[Stored items]
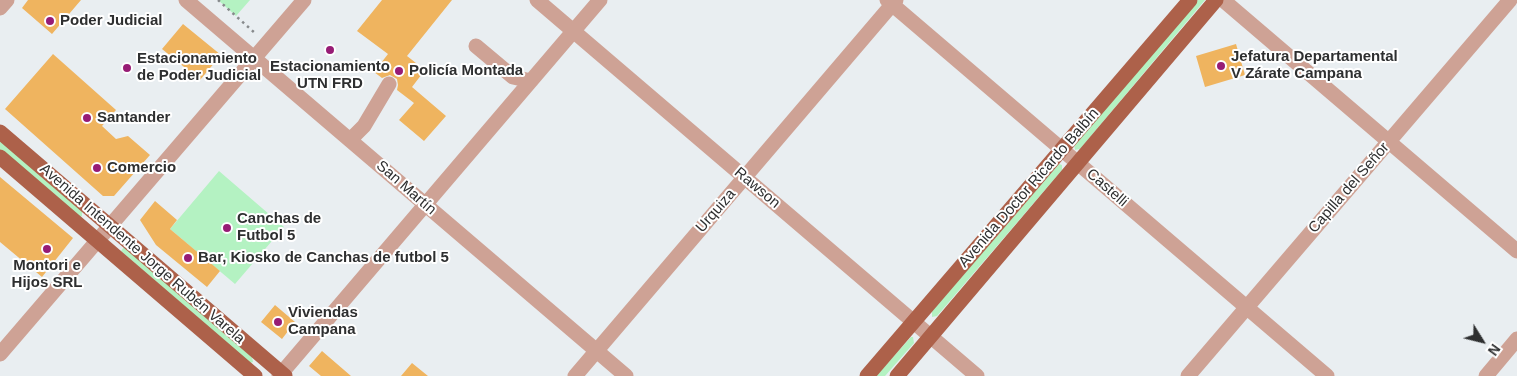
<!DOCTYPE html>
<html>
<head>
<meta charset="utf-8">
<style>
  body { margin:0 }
  #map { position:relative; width:1517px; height:376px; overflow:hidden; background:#e9eef1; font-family:Arial,sans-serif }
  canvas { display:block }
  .north { position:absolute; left:1457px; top:316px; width:50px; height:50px; -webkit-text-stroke:4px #fff; paint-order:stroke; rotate:126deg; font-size:14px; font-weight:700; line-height:20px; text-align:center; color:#2e2f30 }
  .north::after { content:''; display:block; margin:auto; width:18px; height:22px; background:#2e2f30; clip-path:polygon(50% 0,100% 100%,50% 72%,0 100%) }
</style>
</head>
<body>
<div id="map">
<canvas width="1517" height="376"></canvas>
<div class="north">N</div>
</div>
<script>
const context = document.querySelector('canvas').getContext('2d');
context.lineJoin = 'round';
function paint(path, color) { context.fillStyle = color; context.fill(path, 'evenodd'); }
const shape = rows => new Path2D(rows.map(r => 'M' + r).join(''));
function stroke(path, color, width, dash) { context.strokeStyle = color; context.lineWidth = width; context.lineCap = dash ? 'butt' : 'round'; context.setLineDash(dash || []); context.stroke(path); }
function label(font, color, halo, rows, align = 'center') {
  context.font = font + ' Arial,sans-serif'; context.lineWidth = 4; context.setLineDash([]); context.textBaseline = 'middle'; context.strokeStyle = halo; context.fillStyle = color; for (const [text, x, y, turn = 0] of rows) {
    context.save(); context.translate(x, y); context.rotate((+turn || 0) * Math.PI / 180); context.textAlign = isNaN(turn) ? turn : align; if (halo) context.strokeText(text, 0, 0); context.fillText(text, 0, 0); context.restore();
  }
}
paint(shape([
  [218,0,250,0,236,16],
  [1198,0,1205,0,1080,149,1075,150,1074,144],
  [0,140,82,211,82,216,80,217,0,150],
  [1059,164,1062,165,1062,170,937,316,932,317,932,311],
  [219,171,284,227,235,284,170,229],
  [124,247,252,357,253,362,250,363,121,251],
  [911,337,913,337,914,343,885,376,876,376]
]), '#b4f2c2');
paint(shape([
  [28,0,81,0,52,34,22,8],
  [382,0,452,0,407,56,425,70,412,87,446,116,424,141,399,120,414,103,397,90,398,85,397,79,390,75,382,78,374,72,388,54,357,31],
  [183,24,221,55,200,80,162,49],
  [1236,44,1245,75,1205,87,1196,56],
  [53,54,116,110,102,126,116,139,128,136,150,155,114,196,103,196,5,109],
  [0,177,73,238,42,277,0,242],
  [155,201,177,220,170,229,220,271,207,287,156,245,140,220],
  [275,305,295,322,282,339,261,322],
  [322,351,351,376,321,376,309,366],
  [412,363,428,376,401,376]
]), '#efb45f');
stroke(shape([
  [218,0,256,34]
]), '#878a8c', 2.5, [2.5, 4]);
stroke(shape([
  [186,0,626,376],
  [537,0,977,376],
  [887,0,1327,376],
  [1223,0,1517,251],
  [0,8,7,0],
  [476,46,513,77,531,81],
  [350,140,364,126,389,84],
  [0,354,304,0],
  [279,376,600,0],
  [575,376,896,0],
  [1188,376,1510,0],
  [1486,376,1517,339]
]), '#cea295', 15);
stroke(shape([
  [0,132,285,376],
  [0,157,255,376],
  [867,376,1190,0],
  [897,376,1216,0]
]), '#ad614a', 15);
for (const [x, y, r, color] of [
  [50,21,5,"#971c75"],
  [330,50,5,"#971c75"],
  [1221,66,5,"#971c75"],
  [127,68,5,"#971c75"],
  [399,71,5,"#971c75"],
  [87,118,5,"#971c75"],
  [97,168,5,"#971c75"],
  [227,228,5,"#971c75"],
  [47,249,5,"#971c75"],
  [188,258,5,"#971c75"],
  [278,322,5,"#971c75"]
]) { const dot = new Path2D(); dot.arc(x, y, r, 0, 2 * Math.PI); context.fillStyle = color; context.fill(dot); stroke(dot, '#fff', 2); }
label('bold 15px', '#2e2f30', '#fff', [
  ["Poder Judicial",60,21],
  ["Jefatura Departamental",1231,57],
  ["V Zárate Campana",1231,74],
  ["Estacionamiento",137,59],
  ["de Poder Judicial",137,76],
  ["Estacionamiento",330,67,"center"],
  ["UTN FRD",330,84,"center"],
  ["Policía Montada",409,71],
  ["Santander",97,118],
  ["Comercio",107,168],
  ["Canchas de",237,219],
  ["Futbol 5",237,236],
  ["Bar, Kiosko de Canchas de futbol 5",198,258],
  ["Montori e",47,266,"center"],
  ["Hijos SRL",47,283,"center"],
  ["Viviendas",288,313],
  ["Campana",288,330]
], 'left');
label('15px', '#2e2f30', '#fff', [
  ["San Martín",406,188,41],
  ["Rawson",757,188,40],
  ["Avenida Doctor Ricardo Balbín",1029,188,-49],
  ["Castelli",1107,188,41],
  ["Capilla del Señor",1349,188,-49],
  ["Urquiza",716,211,-49],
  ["Avenida Intendente Jorge Rubén Varela",142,254,41]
]);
</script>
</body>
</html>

▶ [DIRECTIONS] Among the entries, how many lines carry "canvas"? Reply with a number and nothing else.

▶ [OUTPUT FOR THIS EXERCISE] 3